My research investigates the thematic and textual methods
employed in twenty-first century crime fiction to portray transnational
trafficking of children and young people. This involves a consideration of how
texts incorporate existing and new information about transnational trafficking,
how they represent differing kinds of trafficking, and the textual and thematic
means by which they lend visibility and voice to the experiences of children
who are trafficked. I am drawing
on trauma theory, amongst other critical frameworks, to analyse portrayals of violence, violation and
exploitation in crime fiction. Tensions between
representing trauma authentically and crime fiction’s need for suspense and
closure suggest that this space may be problematic and have conflicting aims
and purposes – this is one of the questions I will investigate in my work.

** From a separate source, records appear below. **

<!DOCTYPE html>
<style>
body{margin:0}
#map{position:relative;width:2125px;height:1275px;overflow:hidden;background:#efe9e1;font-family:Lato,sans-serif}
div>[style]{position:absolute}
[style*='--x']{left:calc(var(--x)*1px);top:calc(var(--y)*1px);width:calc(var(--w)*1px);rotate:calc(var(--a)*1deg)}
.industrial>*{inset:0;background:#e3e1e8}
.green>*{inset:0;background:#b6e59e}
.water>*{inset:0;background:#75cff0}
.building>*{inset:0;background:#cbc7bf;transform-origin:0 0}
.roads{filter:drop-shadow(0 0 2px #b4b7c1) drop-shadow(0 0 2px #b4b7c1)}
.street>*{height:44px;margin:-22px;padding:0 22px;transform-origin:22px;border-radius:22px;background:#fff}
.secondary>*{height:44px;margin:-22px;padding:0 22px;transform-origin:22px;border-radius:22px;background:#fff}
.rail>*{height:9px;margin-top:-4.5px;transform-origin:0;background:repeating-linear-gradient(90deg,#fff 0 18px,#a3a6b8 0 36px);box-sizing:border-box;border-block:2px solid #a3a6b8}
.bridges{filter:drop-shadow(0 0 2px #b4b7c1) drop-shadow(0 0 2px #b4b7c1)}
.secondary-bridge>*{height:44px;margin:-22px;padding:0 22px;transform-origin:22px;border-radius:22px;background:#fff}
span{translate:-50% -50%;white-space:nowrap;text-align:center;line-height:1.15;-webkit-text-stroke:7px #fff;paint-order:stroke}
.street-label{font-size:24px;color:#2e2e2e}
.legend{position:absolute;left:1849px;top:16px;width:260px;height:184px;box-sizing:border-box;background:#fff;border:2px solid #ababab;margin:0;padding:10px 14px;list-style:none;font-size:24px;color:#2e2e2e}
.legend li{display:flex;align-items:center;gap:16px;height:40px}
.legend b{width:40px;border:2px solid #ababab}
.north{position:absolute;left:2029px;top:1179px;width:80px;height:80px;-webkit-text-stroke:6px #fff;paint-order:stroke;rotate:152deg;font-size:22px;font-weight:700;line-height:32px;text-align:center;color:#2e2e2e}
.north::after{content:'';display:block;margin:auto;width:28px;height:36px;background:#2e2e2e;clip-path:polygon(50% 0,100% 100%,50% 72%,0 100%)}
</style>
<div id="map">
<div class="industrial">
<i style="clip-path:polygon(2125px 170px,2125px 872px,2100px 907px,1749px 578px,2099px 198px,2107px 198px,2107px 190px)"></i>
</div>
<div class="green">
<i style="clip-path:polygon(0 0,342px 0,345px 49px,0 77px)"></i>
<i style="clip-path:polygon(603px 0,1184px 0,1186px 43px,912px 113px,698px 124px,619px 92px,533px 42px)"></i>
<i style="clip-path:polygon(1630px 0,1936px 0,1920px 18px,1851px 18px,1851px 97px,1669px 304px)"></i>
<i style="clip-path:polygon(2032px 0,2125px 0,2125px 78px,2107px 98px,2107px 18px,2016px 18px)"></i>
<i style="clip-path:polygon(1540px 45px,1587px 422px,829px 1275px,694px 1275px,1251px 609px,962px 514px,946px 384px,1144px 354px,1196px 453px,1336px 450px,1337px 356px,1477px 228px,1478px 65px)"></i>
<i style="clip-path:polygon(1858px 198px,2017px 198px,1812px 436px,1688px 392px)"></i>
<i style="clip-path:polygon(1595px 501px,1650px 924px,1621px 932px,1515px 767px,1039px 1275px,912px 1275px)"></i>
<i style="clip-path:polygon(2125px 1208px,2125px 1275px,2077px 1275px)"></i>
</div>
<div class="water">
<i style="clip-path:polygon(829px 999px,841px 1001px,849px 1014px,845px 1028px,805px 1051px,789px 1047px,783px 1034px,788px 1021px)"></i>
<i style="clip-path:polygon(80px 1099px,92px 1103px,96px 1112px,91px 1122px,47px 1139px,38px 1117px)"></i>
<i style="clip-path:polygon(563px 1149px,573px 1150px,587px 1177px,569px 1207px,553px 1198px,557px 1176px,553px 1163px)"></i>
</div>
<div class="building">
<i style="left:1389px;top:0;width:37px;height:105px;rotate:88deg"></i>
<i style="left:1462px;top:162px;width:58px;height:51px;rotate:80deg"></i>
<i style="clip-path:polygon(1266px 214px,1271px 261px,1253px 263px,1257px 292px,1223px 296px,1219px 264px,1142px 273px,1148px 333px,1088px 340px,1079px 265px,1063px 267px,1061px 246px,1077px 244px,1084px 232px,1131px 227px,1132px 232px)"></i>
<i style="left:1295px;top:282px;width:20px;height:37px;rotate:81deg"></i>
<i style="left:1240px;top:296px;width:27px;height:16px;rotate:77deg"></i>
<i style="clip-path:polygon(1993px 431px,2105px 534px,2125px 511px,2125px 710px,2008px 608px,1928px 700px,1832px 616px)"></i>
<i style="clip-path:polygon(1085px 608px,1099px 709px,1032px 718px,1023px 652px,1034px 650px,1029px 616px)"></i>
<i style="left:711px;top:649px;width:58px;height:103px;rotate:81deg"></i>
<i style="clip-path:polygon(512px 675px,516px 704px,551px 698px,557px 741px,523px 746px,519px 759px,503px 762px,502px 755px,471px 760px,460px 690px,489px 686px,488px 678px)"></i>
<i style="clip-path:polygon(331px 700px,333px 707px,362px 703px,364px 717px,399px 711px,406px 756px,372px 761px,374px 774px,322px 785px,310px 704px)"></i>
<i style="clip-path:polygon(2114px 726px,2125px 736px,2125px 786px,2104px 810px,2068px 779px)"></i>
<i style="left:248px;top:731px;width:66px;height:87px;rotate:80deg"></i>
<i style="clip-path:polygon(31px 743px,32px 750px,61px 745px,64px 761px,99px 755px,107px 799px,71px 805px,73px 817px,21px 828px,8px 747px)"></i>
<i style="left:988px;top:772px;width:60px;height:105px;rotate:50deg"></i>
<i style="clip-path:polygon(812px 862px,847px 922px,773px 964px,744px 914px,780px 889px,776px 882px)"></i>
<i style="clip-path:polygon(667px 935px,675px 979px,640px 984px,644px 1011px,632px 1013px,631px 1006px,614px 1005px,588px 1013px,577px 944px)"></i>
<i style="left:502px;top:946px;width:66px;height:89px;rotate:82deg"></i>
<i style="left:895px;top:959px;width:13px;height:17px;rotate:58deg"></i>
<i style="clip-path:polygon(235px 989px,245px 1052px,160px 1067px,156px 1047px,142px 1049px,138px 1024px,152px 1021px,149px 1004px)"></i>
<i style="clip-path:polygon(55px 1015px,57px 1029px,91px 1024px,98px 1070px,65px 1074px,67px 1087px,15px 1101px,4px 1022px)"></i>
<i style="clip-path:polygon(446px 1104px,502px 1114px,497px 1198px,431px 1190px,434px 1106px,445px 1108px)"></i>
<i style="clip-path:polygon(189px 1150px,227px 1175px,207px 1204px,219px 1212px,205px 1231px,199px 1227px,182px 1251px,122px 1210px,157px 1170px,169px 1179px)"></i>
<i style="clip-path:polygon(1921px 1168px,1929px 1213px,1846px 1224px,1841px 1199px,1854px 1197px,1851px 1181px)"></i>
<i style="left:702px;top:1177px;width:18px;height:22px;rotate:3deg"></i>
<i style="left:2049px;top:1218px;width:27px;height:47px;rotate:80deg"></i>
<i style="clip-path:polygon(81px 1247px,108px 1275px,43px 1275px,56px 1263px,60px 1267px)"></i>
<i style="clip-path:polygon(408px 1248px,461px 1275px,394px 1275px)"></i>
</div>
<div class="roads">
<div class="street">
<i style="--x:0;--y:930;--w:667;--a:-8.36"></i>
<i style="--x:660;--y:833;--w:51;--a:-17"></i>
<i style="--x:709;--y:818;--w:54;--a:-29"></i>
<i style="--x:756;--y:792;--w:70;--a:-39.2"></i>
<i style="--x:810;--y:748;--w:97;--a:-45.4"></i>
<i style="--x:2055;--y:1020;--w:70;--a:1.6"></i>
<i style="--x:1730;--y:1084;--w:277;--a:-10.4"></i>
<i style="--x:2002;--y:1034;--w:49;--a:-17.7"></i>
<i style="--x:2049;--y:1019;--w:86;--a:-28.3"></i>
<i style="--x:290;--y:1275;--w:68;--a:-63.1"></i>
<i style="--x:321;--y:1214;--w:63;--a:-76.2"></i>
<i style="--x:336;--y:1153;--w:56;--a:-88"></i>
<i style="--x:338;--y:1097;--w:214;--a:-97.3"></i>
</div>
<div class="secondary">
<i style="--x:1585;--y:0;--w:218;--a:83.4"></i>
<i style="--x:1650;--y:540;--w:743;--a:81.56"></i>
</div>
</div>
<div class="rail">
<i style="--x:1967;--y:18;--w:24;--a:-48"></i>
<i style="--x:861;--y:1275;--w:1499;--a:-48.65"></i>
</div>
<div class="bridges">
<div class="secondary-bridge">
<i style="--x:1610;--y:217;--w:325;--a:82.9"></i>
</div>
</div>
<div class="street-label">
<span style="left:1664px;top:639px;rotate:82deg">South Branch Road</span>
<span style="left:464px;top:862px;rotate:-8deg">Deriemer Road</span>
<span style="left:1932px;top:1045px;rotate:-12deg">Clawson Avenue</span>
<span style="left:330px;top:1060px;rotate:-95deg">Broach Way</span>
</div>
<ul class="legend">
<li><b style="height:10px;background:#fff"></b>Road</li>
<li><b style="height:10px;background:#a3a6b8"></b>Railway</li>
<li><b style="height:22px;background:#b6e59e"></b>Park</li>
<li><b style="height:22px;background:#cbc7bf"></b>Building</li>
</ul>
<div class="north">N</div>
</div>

This research suggests that these separate and distinct
areas of crime and exploitation are often interlinked in crime fiction, but
also that these crimes are at times portrayed in a reductionist manner. Edith
Kinney comments on these problems, stating that: ‘Reductionist narratives of
crime and victimisation figure prominently in discourses about
trafficking.’(91). These questions have wider implications for the way in which
child trafficking and child victims are viewed by the wider public. This dimension, in turn, invites theoretical
interventions through the employment of trauma theory, in order to analyse the
fictional experiences and perceptions of child trafficking victims. This analysis
will demonstrate the capacity of crime fiction to affect public understanding of
child trafficking, through its representations of the victims, their contexts
and experiences, and their treatment by criminals and the law.
Works cited
Dodd, Leanne. 2015. “The Crime Novel as Trauma
Fiction.” Minding The Gap: Writing
Across Thresholds And Fault Lines Papers – The Refereed Proceedings Of The
19th Conference Of The Australasian Association Of Writing Programs, 2014,
Wellington NZ, available at
http://www.aawp.org.au/publications/minding-the-gap-writing-across-thresholds-and-fault-lines/ Accessed 27 January 2017.
Kinney , Edith. 2014. Victims,
Villains, and Valiant Rescuers: Unpacking Sociolegal Constructions of Human
Trafficking and Crimmigration in Popular Culture. In The
Illegal Business of Human Trafficking (Ed.) Guia, Maria Joao, Springer.